ColunistasRubinho de Souza

O feriado de 7 de Setembro

logo do fundo do baú raffard

“O Grito de Independência” foi sem dúvida um ato de bravura, e um fato significativo para o nosso país à época, sob o prisma da representação de liberdade, quando D. Pedro I, erguendo a espada bradou no dia 7 de setembro de 1822:

“Viva a independência e a separação do Brasil! Pelo meu sangue, pela minha honra, pelo meu Deus, juro promover a liberdade do Brasil! Independência ou Morte!”

Aqueles que como eu, também já estão dobrando o “Cabo da Boa Esperança”, ou seja, são sessentões, hão de se lembrar da época, não tão distante, em que na escola se organizava comemorações alusivas à essa data, onde o verde e o amarelo predominavam, com bandeirolas, enfeites pelos corredores do prédio, e todos alunos e professores, em posição de respeito cantavam o Hino Nacional com orgulho toda manhã, condição básica para o início das atividades na “Semana da Pátria”, sempre sob a regência da nossa professora de música Dona Rosa Maria Lembo Duarte.
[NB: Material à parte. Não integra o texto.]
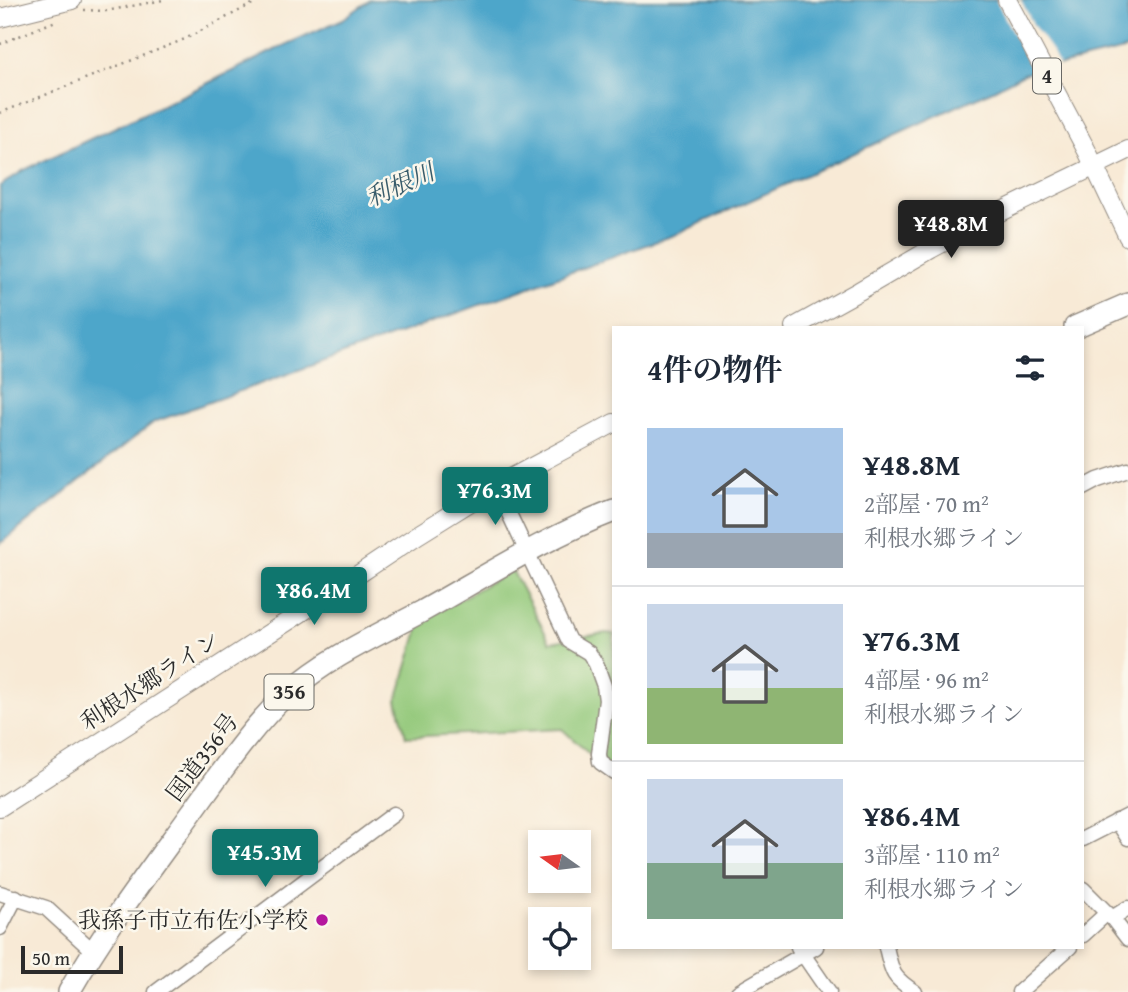 <!DOCTYPE html>
<html lang="ja">
<meta charset="utf-8">
<style>
body{margin:0;font-family:"Gentium Book Plus","Noto Serif JP",serif;background:#f2f2f3;color:#1f2937;height:100vh;display:flex;flex-direction:column;font-size:26px;white-space:nowrap}
*{box-sizing:border-box;margin:0}
p{font-size:23px;color:#747a83}
.icon{flex:none;width:38px;height:38px;fill:none;stroke:currentColor;stroke-width:2;stroke-linecap:round;stroke-linejoin:round}
.map{position:relative;flex:1;overflow:hidden}
.panel{position:absolute;left:612px;top:326px;width:472px;height:623px;display:flex;flex-direction:column;background:#fff;border-radius:0px;box-shadow:0 4px 10px #0003}
.panel>*{flex:none}
.needle{width:46px;rotate:284deg}
.fabs{position:absolute;left:528px;top:830px;display:grid;gap:14px}
.fabs a{display:grid;place-items:center;width:63px;height:63px;border-radius:0px;background:#fff;box-shadow:0 4px 10px #0003;font-size:35px}
.scale{position:absolute;left:21px;bottom:18px;width:102px;box-sizing:border-box;padding-left:7px;border:4px solid #2b2b2b;border-top:0;font-size:19px;line-height:24px;white-space:nowrap;color:#2b2b2b;-webkit-text-stroke:5px #fbf7ec;paint-order:stroke}
.price{position:absolute;translate:-50% -60px;padding:0 16px;border-radius:7px;background:#0f766e;color:#fff;font-size:23px;line-height:46px;filter:drop-shadow(0 2px 4px #0008)}
.price::after{content:'';position:absolute;left:50%;top:42px;width:21px;height:16px;margin-left:-10px;background:inherit;clip-path:polygon(0 0,100% 0,50% 100%)}
.price.current{background:#222;color:#fff}
ul{padding:0;list-style:none}
li{display:flex;align-items:center;gap:21px;height:175px;padding:0 35px}
li+li{border-top:2px solid #e0e1e3}
li span{display:grid;place-items:center;flex:none;width:196px;height:140px;border-radius:0px;color:#555}
li>.icon{margin-inline-start:auto}
span .icon{width:84px;height:84px;fill:#fffc;stroke-width:1}
li b{font-size:30px}
h2{display:flex;justify-content:space-between;align-items:center;height:84px;padding:0 35px;font-size:30px}
.map>svg:first-child{display:block}
</style>
<div class="map">
<svg width="1128" height="992" viewBox="0 0 1128 992">
<rect width="100%" height="100%" fill="#fbf7ec"/>
<filter id="ink" filterUnits="userSpaceOnUse"><feTurbulence type="fractalNoise" baseFrequency=".0143" numOctaves="2"/><feDisplacementMap in="SourceGraphic" scale="14" xChannelSelector="R" yChannelSelector="G"/><feConvolveMatrix kernelMatrix="1 2 1 2 8 2 1 2 1" color-interpolation-filters="sRGB"/></filter>
<filter id="wash" filterUnits="userSpaceOnUse"><feTurbulence type="fractalNoise" baseFrequency=".00686" numOctaves="4" result="noise"/><feDisplacementMap in="SourceGraphic" scale="28" xChannelSelector="R" yChannelSelector="G"/><feGaussianBlur stdDeviation="1.57" result="paint"/><feColorMatrix in="noise" values="0 0 0 0 0 0 0 0 0 0 0 0 0 0 0 0 0 1.4 0 .05"/><feComposite in="paint" operator="in"/></filter>
<g filter="url(#wash)">
<rect width="100%" height="100%" fill="#f8ead6"/>
<polygon fill="#94c97b" stroke="#607a53" stroke-width="2" points="512,570 550,642 606,633 614,634 614,771 602,766 562,729 406,737 397,700 421,621"/>
<polygon fill="#4da6ca" stroke="#3c687a" stroke-width="2" points="370,0 1128,0 1128,49 1023,74 995,89 677,234 154,422 0,544 0,186 24,170 190,92 285,45 343,19"/>
<polygon fill="#f8ead6" points="996,0 1021,0 1034,26 1052,51 1061,69 1034,75"/>
</g>
<g filter="url(#ink)">
<g fill="none" stroke-linecap="round" stroke-linejoin="round">
<g stroke="#928a80" stroke-width="17">
<g id="minor">
<polyline points="496,486 569,641 589,653 596,664 604,686 606,700 599,754 600,762 614,772"/>
<polyline points="1083,488 1098,480 1128,470"/>
<polyline points="1117,821 1128,838"/>
<polyline points="1083,839 1128,816"/>
<polyline points="1083,889 1112,918 1128,939"/>
<polyline points="0,893 46,908 94,952"/>
<polyline points="1112,918 1128,908"/>
<polyline points="0,928 16,897"/>
<polyline points="1083,935 1107,913"/>
<polyline points="798,947 829,992"/>
<path d="M886,947C892,973 892,977 915,992"/>
<polyline points="156,992 394,814"/>
<polyline points="738,992 816,947"/>
<polyline points="1019,992 1070,947"/>
</g>
</g>
<g stroke="#928a80" stroke-width="20">
<g id="major">
<polyline points="1007,0 1087,151 1128,237"/>
<polyline points="0,18 72,0"/>
<polyline points="794,327 859,291 931,249 998,213 1128,150"/>
<polyline points="0,807 296,616 419,534 496,486 614,423"/>
</g>
</g>
<g stroke="#928a80" stroke-width="24">
<g id="highway">
<polyline points="1075,327 1128,304"/>
<path d="M69,992C105,929 150,870 192,812C221,772 253,725 289,692C327,658 376,636 421,612C484,577 546,537 614,511"/>
</g>
</g>
<g stroke="#928a80" stroke-width="2.5" stroke-dasharray="2 5" stroke-linecap="butt">
<polyline points="84,10 106,11 163,0"/>
<polyline points="0,44 58,20"/>
<polyline points="0,113 185,39 260,0"/>
</g>
<use href="#minor" stroke="#fff" stroke-width="14"/>
<use href="#major" stroke="#fff" stroke-width="18"/>
<use href="#highway" stroke="#fff" stroke-width="21"/>
</g>
</g>
<circle fill="#b5179e" stroke="#fbf7ec" stroke-width="2.5" cx="322" cy="920" r="7"/>
<g text-anchor="middle" stroke-width="5" stroke-linejoin="round" paint-order="stroke">
<g fill="#fbf7ec" stroke="#696865" stroke-width="2">
<rect x="1033" y="58.5" width="28" height="35" rx="5"/>
<rect x="264.5" y="674.5" width="49" height="35" rx="5"/>
</g>
<g font-size="21" font-weight="bold" fill="#2b2b2b">
<text x="1047" y="83">4</text>
<text x="289" y="699">356</text>
</g>
<g font-size="23" fill="#2b2b2b" stroke="#fbf7ec">
<text transform="translate(150 681) rotate(-33)" y="8">利根水郷ライン</text>
<text transform="translate(202 757) rotate(-53)" y="8">国道356号</text>
</g>
<g font-size="23" fill="#2b2b2b" stroke="#fbf7ec" text-anchor="end">
<text x="308" y="928">我孫子市立布佐小学校</text>
</g>
<g font-size="24" font-style="italic" fill="#395c6b" stroke="#fbf7ec">
<text transform="translate(400 185) rotate(-24)" y="8">利根川</text>
</g>
</g>
</svg>
<div class="fabs">
<a><svg class="needle" viewBox="-14 -14 28 28"><path d="M0-13l5 13h-10z" fill="#e53935"/><path d="M0 13l5-13h-10z" fill="#747a83"/></svg></a>
<a><svg class="icon" aria-label="locate" viewBox="0 0 24 24"><circle cx="12" cy="12" r="6"/><path d="M12 2v4M12 18v4M2 12h4M18 12h4"/></svg></a>
</div>
<div class="scale">50 m</div>
<b class="price current" style="left:951px;top:260px">¥48.8M</b>
<b class="price" style="left:495px;top:527px">¥76.3M</b>
<b class="price" style="left:314px;top:627px">¥86.4M</b>
<b class="price" style="left:265px;top:889px">¥45.3M</b>
<section class="panel">
<h2>4件の物件<svg class="icon" aria-label="filters" viewBox="0 0 24 24"><path d="M4 7h16M4 17h16"/><circle cx="9" cy="7" r="2"/><circle cx="15" cy="17" r="2"/></svg></h2>
<ul>
<li><span style="background:linear-gradient(#a9c7e8 75%,#9aa5b1 0)"><svg class="icon" aria-label="home" viewBox="0 0 24 24"><path d="M3 11l9-7 9 7M6 9v11h12V9"/></svg></span><div><b>¥48.8M</b><p>2部屋 · 70 m²</p><p>利根水郷ライン</p></div></li>
<li><span style="background:linear-gradient(#c9d6e8 60%,#8fb573 0)"><svg class="icon" aria-label="home" viewBox="0 0 24 24"><path d="M3 11l9-7 9 7M6 9v11h12V9"/></svg></span><div><b>¥76.3M</b><p>4部屋 · 96 m²</p><p>利根水郷ライン</p></div></li>
<li><span style="background:linear-gradient(#c9d6e8 60%,#7fa58c 0)"><svg class="icon" aria-label="home" viewBox="0 0 24 24"><path d="M3 11l9-7 9 7M6 9v11h12V9"/></svg></span><div><b>¥86.4M</b><p>3部屋 · 110 m²</p><p>利根水郷ライン</p></div></li>
</ul>
</section>
</div>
A semana toda era destinada à organização para a comemoração do “Dia da Independência”, pois era um tempo em que se propagava o patriotismo, e se repetia com orgulho os versos que a inesquecível Dona Rosinha, nos ensinava.

Nossa querida Dona Rosinha, que era a bondade em pessoa, cantava com uma voz tão melodiosa, que tínhamos que fazer bonito para acompanhá-la, e ao escrever essas boas lembranças, confesso que despertou em mim um sentimento de nostalgia, que me vi junto aos meus colegas, lá na frente da escola Professor Luís Grellet, cantando essas poucas linhas:
“Sete de Setembro, data tão festiva, foi a Independência dessa terra tão querida.
É uma grande data para o meu Brasil, que hoje está liberto cheio de encantos mil.
Viva, viva, viva a Independência do Brasil, do Brasil!”

Nessa época, no feriado os moradores da cidade eram acordados ao som e ritmo da fanfarra do Cabo Allan Rollin Barbosa, e nós integrantes do seleto grupo, tínhamos o maior prazer em levantar logo cedo, quando ainda estava escuro, e todo orgulhoso ir a pé até a escola para pegar nosso instrumento, e sair pelas ruas da cidade, acompanhando nosso Comandante, ao toque da “Alvorada”.

Tempo bom, que ao recordar, nos dá vontade de regressar, mas já se foi…hoje são novos tempos, nova maneira de ver as coisas e a palavra independência, com um conceito diferente, pois vivemos um novo período de nossas vidas.

“Um povo sem memória, é um povo sem passado”.